With Professor Smith's help and further advising from Professor Michael McCann in the LSJ program, I spent my spring and summer quarters that year figuring out how to not just speak intelligibly about, but actually do social science research. I had recurring dreams that I was trapped inside an Excel spreadsheet after hours of data entry, taught myself how to use R and LaTex to perform and display the results of my statistical analysis, and realized, once I had results that implied a causal relationship between increased regulation and more progressive income taxes, that my findings actually had important political and legal implications. When Professor Smith and Professor McCann spent the first half of my defense pointing out important omissions in the paper, I thought I would have to revise and resubmit it to them - but then they spent the second half giving me advice on which PhD programs I should apply to. The defense was symbolic of the entire process of writing my thesis: it was hands-down both the most challenging and most affirming thing I've done as a student at UW. Furthermore, it's pointed me down the path I will pursue as a graduate student - first in pursuit of a Master's degree in research methods at the University of Oxford next year, and then working towards a PhD in American Politics at UC Berkeley. I realized that the struggles of research - from the surreal stress dreams about data entry to the bottomless rabbit holes of literature reviews - are worth it to me for the exciting moments of discovery and the ability to share knowledge that I've created with others who care about it.

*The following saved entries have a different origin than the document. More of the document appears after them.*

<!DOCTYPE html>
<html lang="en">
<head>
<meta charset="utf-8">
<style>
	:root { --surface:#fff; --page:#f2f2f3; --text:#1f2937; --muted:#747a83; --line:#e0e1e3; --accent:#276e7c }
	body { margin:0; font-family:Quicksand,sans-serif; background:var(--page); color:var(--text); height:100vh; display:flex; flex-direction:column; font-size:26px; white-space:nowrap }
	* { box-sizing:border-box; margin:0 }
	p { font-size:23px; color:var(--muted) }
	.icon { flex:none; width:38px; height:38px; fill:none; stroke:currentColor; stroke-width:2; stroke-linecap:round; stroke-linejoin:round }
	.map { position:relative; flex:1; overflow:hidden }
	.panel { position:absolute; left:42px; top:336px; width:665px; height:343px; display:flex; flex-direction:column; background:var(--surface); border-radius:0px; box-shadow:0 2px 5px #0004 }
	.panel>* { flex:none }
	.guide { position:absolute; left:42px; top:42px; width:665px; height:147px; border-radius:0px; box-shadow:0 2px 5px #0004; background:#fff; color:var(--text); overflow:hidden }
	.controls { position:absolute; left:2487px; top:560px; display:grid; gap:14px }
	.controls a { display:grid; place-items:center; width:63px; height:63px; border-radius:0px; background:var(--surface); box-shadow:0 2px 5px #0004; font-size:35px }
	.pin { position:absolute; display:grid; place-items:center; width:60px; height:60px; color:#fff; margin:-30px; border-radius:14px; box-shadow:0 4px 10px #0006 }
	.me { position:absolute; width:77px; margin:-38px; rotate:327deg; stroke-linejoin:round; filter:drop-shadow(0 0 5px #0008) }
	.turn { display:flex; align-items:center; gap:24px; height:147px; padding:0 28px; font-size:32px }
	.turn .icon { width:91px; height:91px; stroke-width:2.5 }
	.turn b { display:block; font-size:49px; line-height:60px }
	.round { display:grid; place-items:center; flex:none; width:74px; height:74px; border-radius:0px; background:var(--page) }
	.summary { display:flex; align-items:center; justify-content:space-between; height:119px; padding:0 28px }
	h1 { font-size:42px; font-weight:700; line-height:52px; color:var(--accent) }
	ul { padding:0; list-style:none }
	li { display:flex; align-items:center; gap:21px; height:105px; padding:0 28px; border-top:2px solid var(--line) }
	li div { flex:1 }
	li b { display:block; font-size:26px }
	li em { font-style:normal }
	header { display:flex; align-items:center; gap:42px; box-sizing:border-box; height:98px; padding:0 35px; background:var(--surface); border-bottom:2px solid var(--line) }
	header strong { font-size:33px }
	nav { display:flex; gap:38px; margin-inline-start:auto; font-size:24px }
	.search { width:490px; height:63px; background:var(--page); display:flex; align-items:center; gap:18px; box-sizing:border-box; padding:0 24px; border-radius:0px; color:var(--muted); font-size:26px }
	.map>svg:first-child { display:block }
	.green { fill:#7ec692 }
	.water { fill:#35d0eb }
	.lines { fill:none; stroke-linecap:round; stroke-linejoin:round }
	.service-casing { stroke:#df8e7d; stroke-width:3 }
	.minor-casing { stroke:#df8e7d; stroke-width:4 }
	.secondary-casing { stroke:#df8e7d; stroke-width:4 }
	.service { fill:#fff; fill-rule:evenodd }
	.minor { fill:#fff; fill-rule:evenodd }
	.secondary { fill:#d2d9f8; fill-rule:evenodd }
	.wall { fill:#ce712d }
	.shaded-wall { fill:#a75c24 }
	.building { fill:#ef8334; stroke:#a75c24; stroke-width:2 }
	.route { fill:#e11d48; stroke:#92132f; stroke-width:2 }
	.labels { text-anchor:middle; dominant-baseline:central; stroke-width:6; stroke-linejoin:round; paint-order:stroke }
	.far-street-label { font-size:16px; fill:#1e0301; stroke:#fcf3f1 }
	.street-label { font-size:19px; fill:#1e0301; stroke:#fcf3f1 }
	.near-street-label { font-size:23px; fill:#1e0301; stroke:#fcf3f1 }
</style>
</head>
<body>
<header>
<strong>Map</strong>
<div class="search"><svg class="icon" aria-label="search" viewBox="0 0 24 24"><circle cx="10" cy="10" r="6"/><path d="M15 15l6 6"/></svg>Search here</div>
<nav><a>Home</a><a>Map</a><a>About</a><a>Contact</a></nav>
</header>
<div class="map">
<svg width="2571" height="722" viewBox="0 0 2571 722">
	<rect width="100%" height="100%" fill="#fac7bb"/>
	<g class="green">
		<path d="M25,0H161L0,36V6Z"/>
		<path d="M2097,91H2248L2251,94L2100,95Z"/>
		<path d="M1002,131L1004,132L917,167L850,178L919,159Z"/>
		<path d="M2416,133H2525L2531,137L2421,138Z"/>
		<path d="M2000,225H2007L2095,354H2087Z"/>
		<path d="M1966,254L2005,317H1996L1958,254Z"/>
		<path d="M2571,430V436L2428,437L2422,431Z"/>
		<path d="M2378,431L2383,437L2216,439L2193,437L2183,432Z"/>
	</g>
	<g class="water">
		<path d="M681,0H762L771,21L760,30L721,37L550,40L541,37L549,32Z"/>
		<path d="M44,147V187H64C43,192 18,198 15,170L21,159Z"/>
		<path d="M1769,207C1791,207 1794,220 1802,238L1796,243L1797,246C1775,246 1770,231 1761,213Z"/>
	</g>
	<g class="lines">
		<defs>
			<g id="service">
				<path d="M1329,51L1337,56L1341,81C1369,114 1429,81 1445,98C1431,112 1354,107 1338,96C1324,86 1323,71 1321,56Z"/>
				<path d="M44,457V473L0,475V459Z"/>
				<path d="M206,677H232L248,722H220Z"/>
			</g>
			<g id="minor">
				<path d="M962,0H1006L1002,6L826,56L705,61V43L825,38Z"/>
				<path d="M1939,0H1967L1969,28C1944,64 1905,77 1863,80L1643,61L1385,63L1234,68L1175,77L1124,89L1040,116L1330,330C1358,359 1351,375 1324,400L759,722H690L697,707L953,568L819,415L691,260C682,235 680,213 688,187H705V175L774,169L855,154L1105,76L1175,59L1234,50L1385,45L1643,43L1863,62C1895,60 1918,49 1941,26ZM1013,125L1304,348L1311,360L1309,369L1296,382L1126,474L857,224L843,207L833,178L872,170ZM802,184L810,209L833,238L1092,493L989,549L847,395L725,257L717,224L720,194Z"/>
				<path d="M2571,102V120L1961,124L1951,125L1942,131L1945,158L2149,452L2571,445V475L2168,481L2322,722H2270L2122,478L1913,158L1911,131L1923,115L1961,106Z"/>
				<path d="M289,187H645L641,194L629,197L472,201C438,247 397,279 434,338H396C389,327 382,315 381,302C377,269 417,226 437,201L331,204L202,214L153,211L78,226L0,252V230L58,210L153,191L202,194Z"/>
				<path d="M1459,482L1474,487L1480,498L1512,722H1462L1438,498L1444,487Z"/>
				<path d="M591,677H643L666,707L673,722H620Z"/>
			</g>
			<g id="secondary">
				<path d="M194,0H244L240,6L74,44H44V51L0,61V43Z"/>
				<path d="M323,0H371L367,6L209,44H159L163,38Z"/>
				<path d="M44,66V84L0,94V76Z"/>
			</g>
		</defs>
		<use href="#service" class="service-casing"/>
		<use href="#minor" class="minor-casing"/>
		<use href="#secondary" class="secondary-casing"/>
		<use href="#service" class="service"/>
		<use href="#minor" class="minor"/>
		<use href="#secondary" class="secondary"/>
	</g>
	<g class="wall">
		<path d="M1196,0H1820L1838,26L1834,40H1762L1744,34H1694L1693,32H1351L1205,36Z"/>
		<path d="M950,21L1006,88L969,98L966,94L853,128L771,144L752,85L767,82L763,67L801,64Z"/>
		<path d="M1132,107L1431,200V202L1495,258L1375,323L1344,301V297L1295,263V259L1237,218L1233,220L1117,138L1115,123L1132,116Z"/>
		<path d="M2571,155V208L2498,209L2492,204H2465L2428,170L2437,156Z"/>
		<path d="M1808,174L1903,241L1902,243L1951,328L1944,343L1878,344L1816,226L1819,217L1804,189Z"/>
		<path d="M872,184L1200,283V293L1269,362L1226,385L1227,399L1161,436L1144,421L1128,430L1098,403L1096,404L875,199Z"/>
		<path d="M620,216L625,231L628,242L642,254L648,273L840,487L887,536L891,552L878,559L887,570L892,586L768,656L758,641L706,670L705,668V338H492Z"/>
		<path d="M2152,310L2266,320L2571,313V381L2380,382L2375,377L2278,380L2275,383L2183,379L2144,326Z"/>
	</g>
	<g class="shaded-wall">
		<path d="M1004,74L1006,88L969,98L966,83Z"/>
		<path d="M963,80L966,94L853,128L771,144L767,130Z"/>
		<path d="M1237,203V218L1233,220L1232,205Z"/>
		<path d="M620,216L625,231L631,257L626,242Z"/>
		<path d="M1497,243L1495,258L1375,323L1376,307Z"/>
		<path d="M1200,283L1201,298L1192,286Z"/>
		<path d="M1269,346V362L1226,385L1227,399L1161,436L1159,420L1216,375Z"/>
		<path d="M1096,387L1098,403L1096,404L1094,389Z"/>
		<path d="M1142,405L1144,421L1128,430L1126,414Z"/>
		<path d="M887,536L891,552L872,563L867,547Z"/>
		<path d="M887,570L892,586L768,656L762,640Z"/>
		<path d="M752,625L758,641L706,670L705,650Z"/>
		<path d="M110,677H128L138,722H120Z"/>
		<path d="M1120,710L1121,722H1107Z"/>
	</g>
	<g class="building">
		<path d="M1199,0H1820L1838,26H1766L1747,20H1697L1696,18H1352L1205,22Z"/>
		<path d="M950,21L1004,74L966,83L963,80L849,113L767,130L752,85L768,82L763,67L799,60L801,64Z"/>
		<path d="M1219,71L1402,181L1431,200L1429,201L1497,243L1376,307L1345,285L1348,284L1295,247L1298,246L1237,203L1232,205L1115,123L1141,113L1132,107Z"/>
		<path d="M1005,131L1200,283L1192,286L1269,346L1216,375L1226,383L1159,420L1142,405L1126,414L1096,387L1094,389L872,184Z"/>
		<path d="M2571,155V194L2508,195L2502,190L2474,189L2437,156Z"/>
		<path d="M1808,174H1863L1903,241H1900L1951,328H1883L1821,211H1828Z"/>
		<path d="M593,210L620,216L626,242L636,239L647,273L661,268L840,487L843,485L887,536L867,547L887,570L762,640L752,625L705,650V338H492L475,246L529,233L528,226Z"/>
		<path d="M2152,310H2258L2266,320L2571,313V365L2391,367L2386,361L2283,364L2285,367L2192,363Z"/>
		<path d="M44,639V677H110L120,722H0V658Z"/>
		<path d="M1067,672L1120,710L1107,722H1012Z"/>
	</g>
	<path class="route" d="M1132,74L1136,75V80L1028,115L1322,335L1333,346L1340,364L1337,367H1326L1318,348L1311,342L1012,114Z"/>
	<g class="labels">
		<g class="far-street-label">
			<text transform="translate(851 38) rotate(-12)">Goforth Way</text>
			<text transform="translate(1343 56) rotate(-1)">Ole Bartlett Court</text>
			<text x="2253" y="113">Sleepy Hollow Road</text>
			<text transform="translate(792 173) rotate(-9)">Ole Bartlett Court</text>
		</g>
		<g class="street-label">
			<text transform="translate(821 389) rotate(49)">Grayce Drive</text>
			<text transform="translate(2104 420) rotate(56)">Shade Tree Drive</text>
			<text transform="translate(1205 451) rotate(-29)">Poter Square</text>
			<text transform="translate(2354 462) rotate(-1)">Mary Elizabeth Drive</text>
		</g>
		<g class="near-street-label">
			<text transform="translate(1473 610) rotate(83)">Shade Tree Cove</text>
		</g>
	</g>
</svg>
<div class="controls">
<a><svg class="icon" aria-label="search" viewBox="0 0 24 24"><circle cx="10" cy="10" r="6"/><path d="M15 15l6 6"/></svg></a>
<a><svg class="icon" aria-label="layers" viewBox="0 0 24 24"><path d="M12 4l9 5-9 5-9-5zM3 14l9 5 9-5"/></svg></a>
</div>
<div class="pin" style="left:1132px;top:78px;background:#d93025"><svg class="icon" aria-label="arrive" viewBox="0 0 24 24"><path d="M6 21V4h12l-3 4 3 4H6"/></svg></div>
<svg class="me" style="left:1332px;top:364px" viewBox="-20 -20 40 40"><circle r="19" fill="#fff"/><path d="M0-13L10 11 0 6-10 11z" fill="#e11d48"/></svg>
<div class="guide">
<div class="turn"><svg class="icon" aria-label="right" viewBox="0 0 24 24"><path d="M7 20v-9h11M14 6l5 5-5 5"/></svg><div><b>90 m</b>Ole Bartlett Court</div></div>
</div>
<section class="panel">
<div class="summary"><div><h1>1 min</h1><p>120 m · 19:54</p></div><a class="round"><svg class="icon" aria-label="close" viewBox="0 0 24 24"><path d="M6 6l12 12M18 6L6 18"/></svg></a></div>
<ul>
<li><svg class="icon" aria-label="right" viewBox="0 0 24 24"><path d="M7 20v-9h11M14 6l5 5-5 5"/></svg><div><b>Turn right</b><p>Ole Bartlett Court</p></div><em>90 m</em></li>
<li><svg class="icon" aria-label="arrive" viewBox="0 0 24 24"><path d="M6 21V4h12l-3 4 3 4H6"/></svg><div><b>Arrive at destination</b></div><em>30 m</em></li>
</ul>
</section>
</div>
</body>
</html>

With Professor Smith's help and further advising from Professor Michael McCann in the LSJ program, I spent my spring and summer quarters that year figuring out how to not just speak intelligibly about, but actually do social science research. I had recurring dreams that I was trapped inside an Excel spreadsheet after hours of data entry, taught myself how to use R and LaTex to perform and display the results of my statistical analysis, and realized, once I had results that implied a causal relationship between increased regulation and more progressive income taxes, that my findings actually had important political and legal implications. When Professor Smith and Professor McCann spent the first half of my defense pointing out important omissions in the paper, I thought I would have to revise and resubmit it to them - but then they spent the second half giving me advice on which PhD programs I should apply to. The defense was symbolic of the entire process of writing my thesis: it was hands-down both the most challenging and most affirming thing I've done as a student at UW. Furthermore, it's pointed me down the path I will pursue as a graduate student - first in pursuit of a Master's degree in research methods at the University of Oxford next year, and then working towards a PhD in American Politics at UC Berkeley. I realized that the struggles of research - from the surreal stress dreams about data entry to the bottomless rabbit holes of literature reviews - are worth it to me for the exciting moments of discovery and the ability to share knowledge that I've created with others who care about it.